Tuttavia, spiegano ancora gli autori, non mancano alcuni aspetti critici: “la dimensione è correlata negativamente con la colonizzazione delle radici ma positivamente con la lunghezza delle ife, il che suggerisce che i tratti dei funghi siano determinanti per gli effetti di questi ultimi sulla crescita floreale”.

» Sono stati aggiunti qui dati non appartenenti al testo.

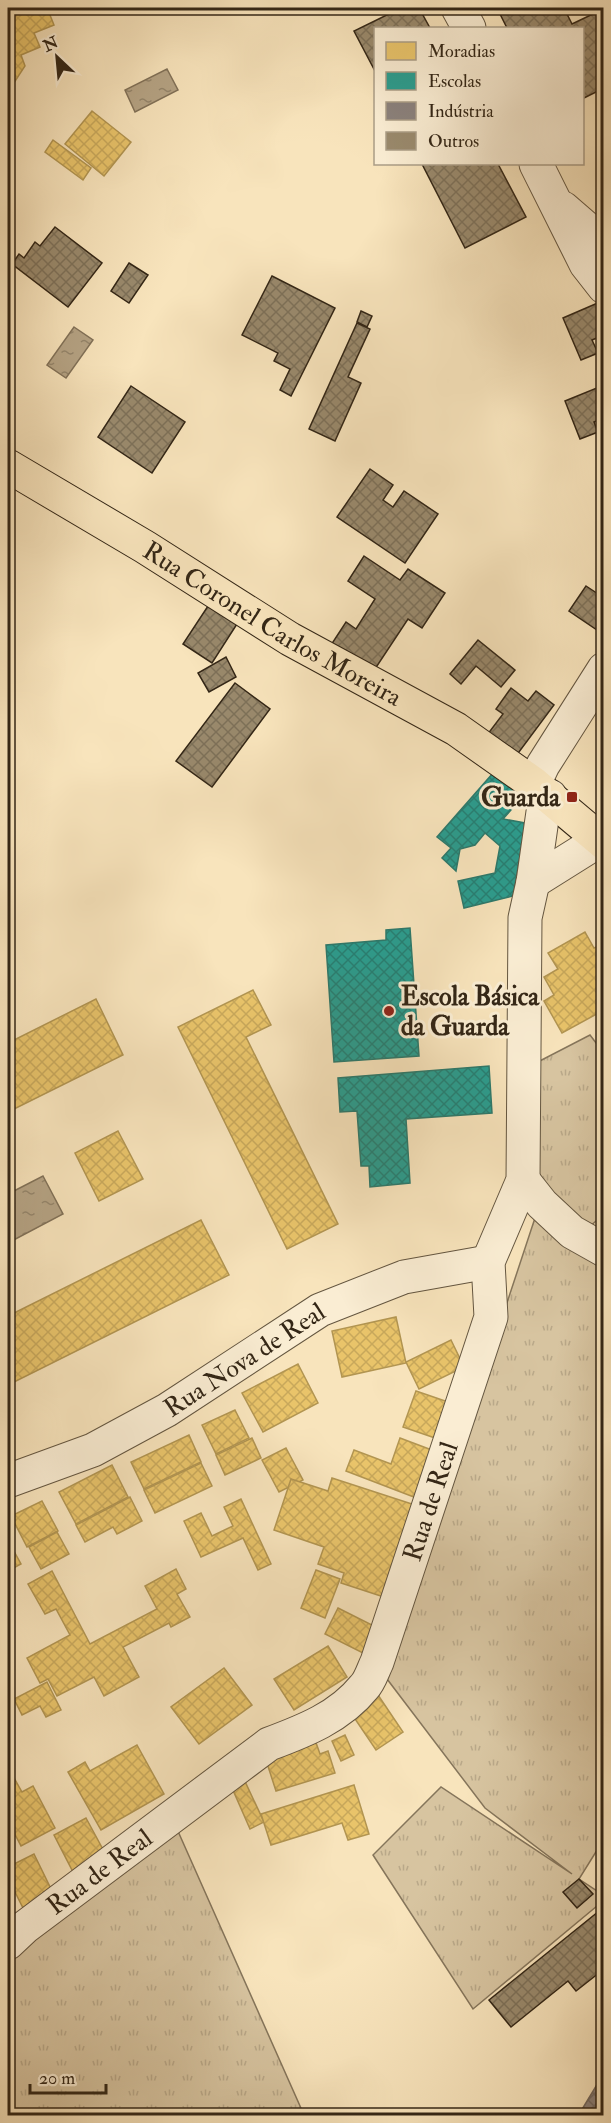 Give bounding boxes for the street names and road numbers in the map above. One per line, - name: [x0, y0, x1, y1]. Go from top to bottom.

A conti fatti, precisano, “Le piante coltivate con l’inoculo di funghi hanno ricevuto il 28% in più di visite delle api, con un tempo di permanenza superiore del 47%”. Le piante inoculate con sei specie (che rappresentano tutti i gruppi funzionali) hanno registrato il più alto tempo di permanenza delle api. L’apporto di fosforo non ha influito sulla durata o sul numero di visite”.

Le dinamiche a livello del sottosuolo forniscono indicazioni importanti

In generale, conclude la ricerca, l’effetto dei microbi sui tratti floreali e sulla visita delle api non è stato omogeneo. i differenti tipi di funghi coinvolti, infatti, determinano conseguenze diverse sui fiori e sulle dinamiche di foraggiamento delle api. L’analisi delle interazioni che avvengono nel sottosuolo, dunque, potrà offrire nuove indicazioni sui fattori in grado di far aumentare la frequentazione delle api.

“I nostri risultati fanno emergere i ruoli nascosti dei funghi” ha spiegato in una nota Aidee Guzman, ricercatrice e co-autrice dello studio presso la University of California Berkeley e oggi docente dell’Università di Stanford. “I tratti floreali e l’attività delle api variano tra i gruppi di funghi che si distinguono per la loro diversa composizione il che evidenzia come non tutte le comunità siano uguali tra loro”.